Music for Wives and Lovers is an album by American composer and arranger Nelson Riddle. It was his only release on the Solid State Records label.

==Origin==

Producer/musician Sonny Lester signed Riddle to the Solid State label. The liner notes report that he assembled a 42-piece orchestra "and supplied them with arrangements that are fresh and imaginative and in the free-wheeling, youthful spirit of the day." Riddle familiarly "features the harman-mute trumpet, the bass trombone and the baritone sax for powerhouse impact," and added the "exciting sound of the organ."

==Reception==

Billboard Magazine put the release in its "Pop Spotlight" as "A Billboard pic," with this review:

The Riddle orchestra ranks among the best, and the brilliant sound of this Solid State entry affords the group a perfect showcase. Sparkling arrangements accented by touches of organ add dimension to "Cabaret," "Spanish Eyes" and "Music to Watch Girls By." Top programming and sales potential.

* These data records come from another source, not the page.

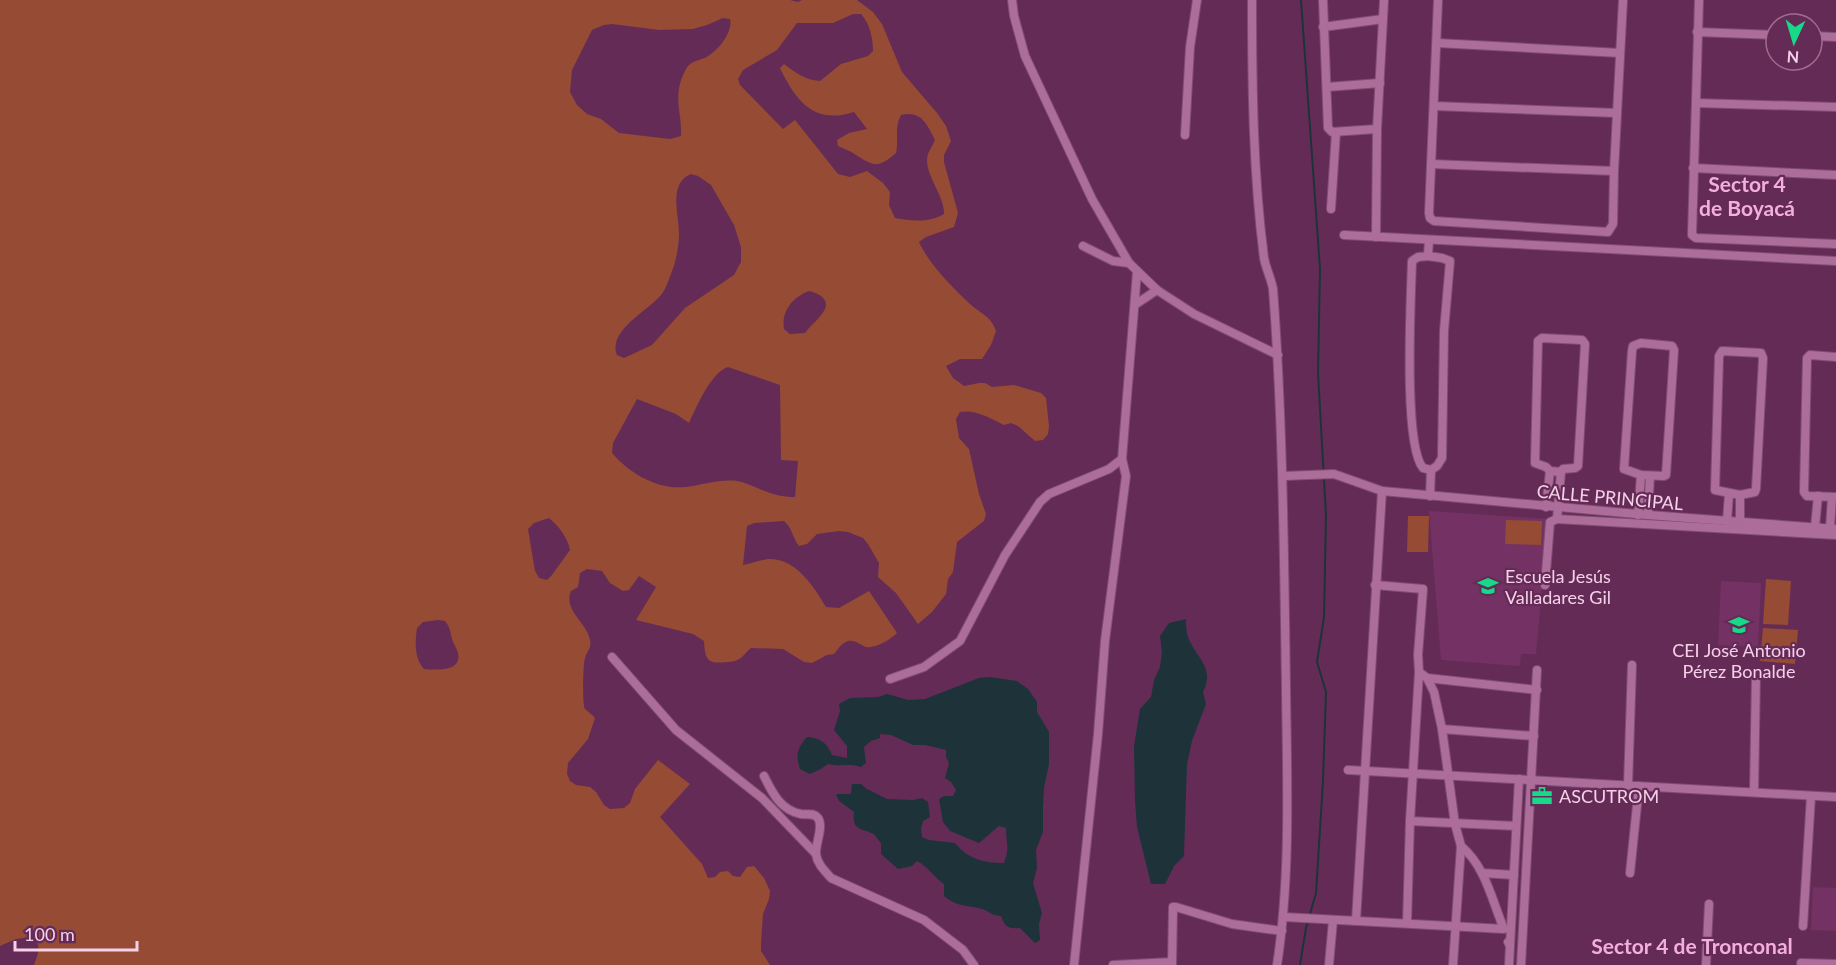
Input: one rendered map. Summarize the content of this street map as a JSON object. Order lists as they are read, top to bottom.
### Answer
{
  "streets": {
    "street": ["CALLE PRINCIPAL"]
  },
  "districts": ["Sector 4 de Boyacá", "Sector 4 de Tronconal"],
  "places": {
    "school or university": ["Escuela Jesús Valladares Gil", "CEI José Antonio Pérez Bonalde"],
    "office": ["ASCUTROM"]
  },
  "scale_bar": "100 m",
  "north": "bottom"
}
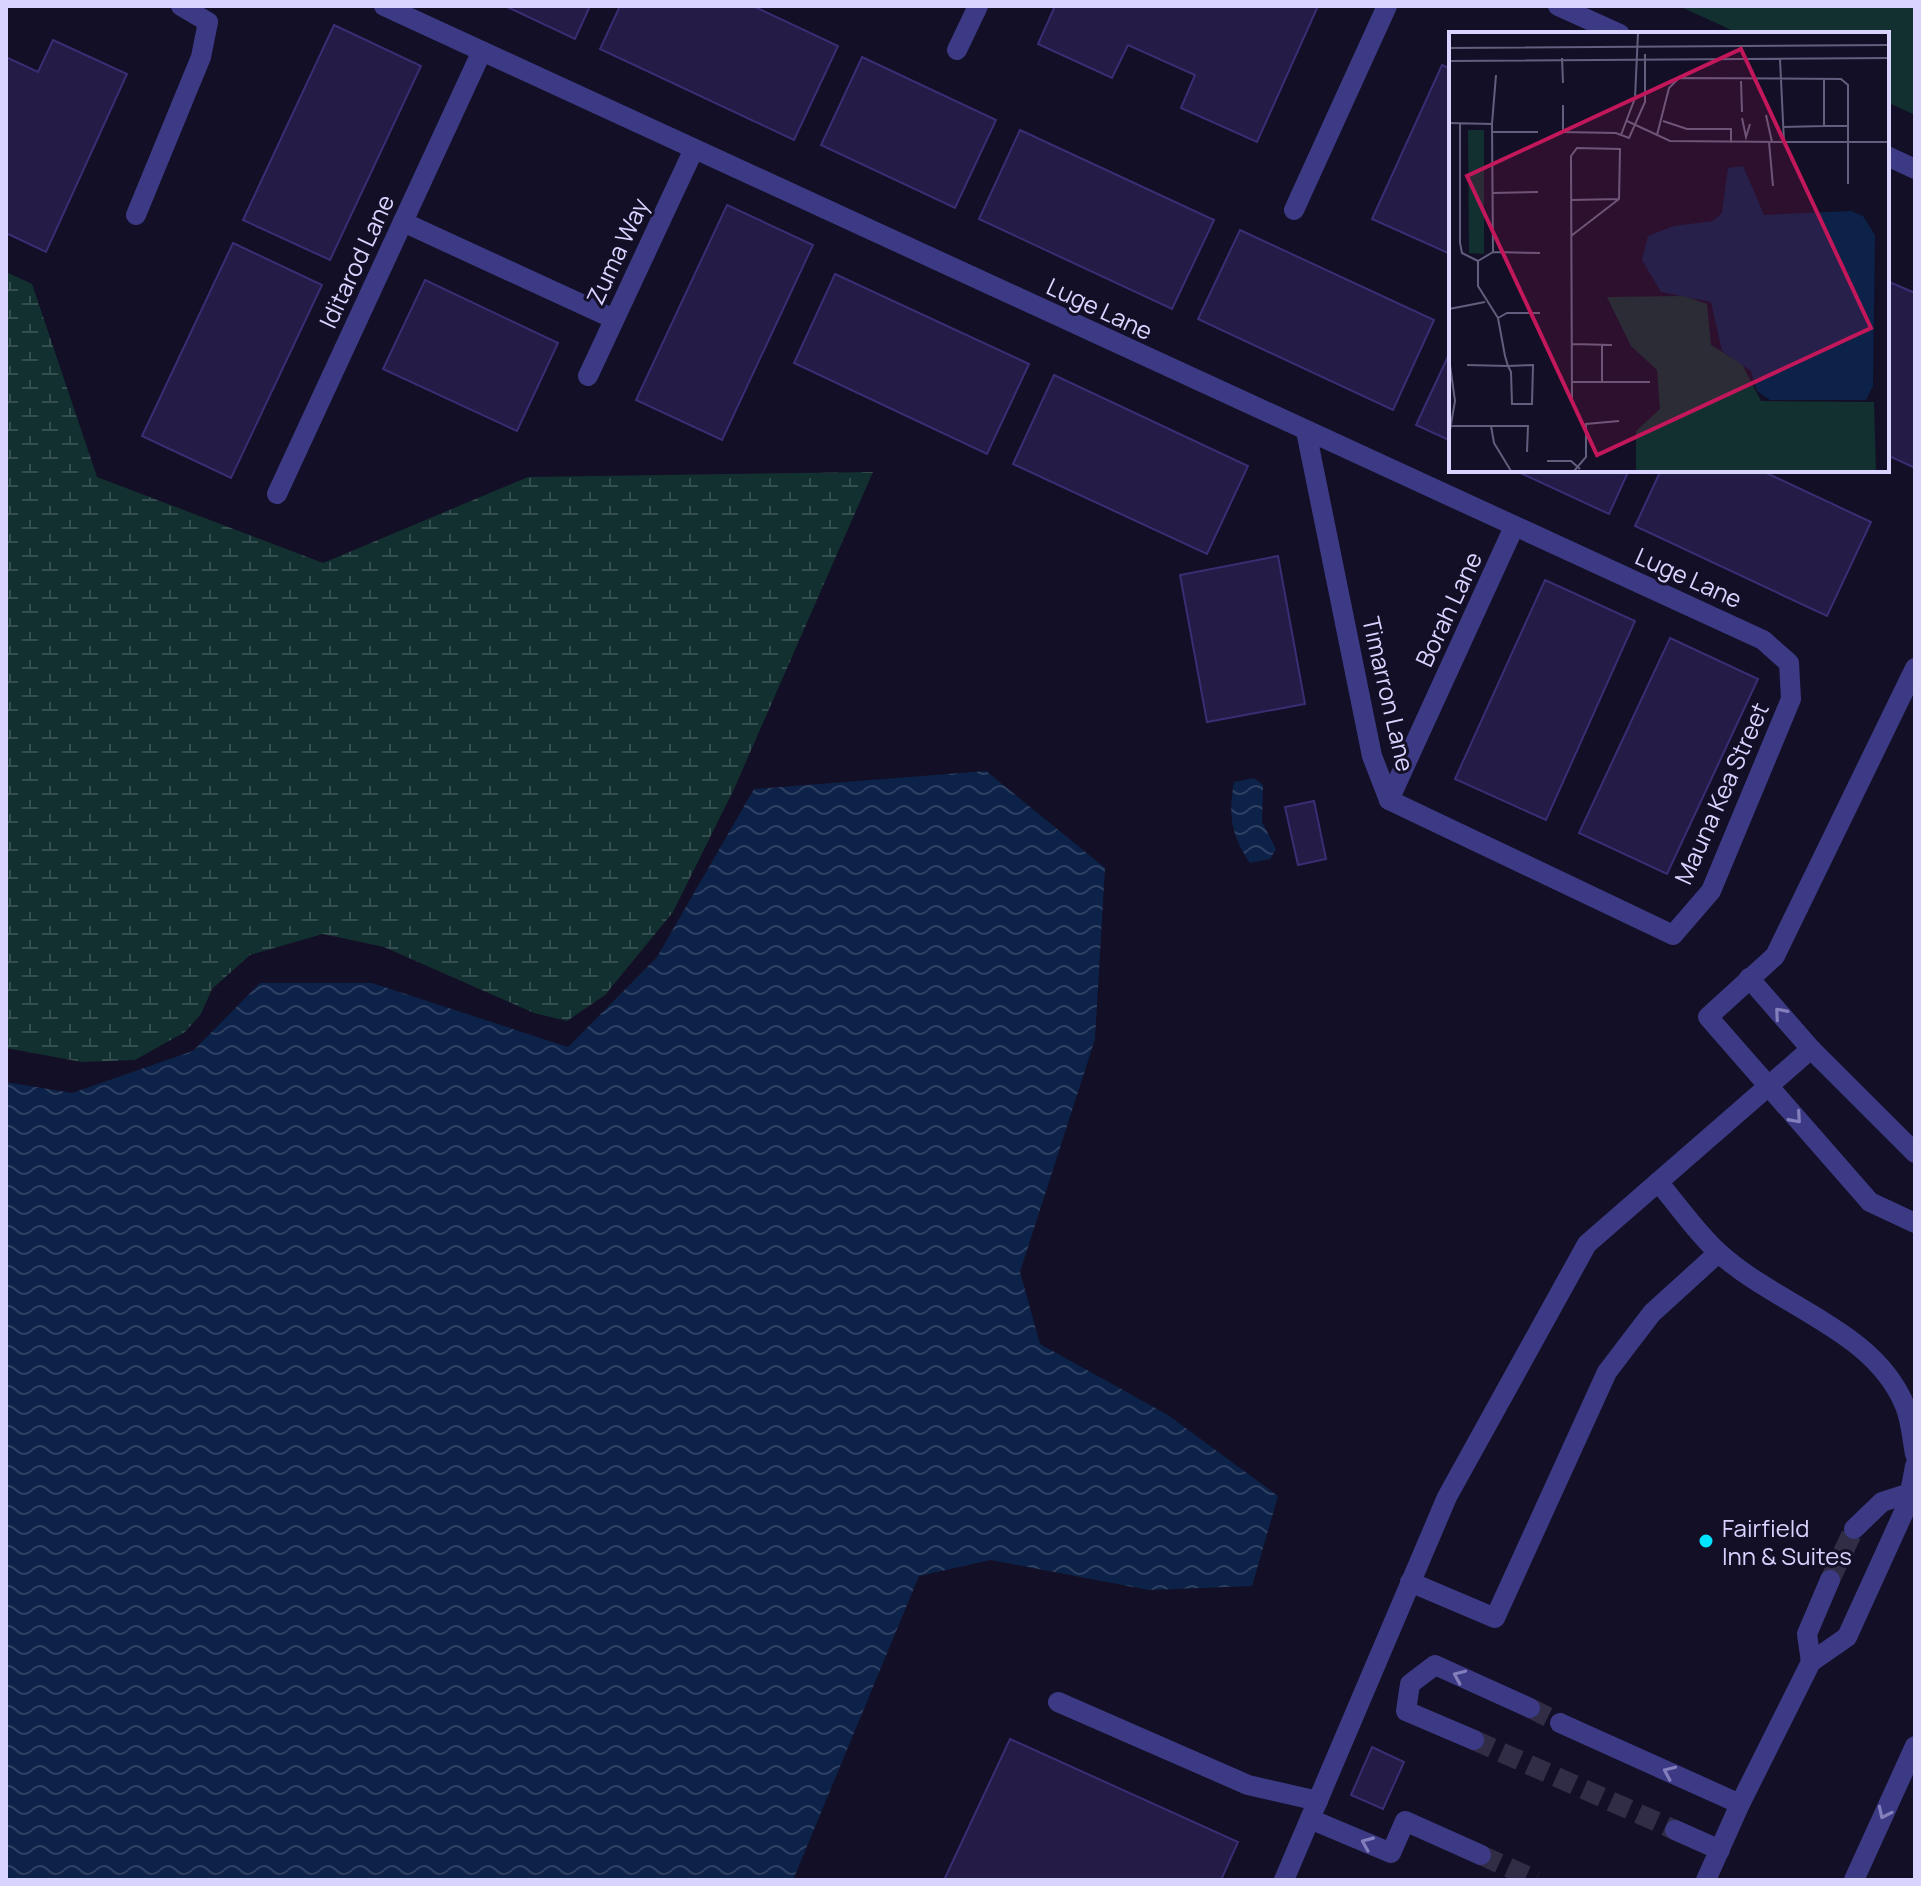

For more than a year after its release, Music for Wives and Lovers was listed in Cash Box's Basic Album Inventory. The list identifies best selling pop albums other than those appearing on the magazine's Top 100 album chart, "top steady selling LP's, as well as recent chart hits still going strong in sales."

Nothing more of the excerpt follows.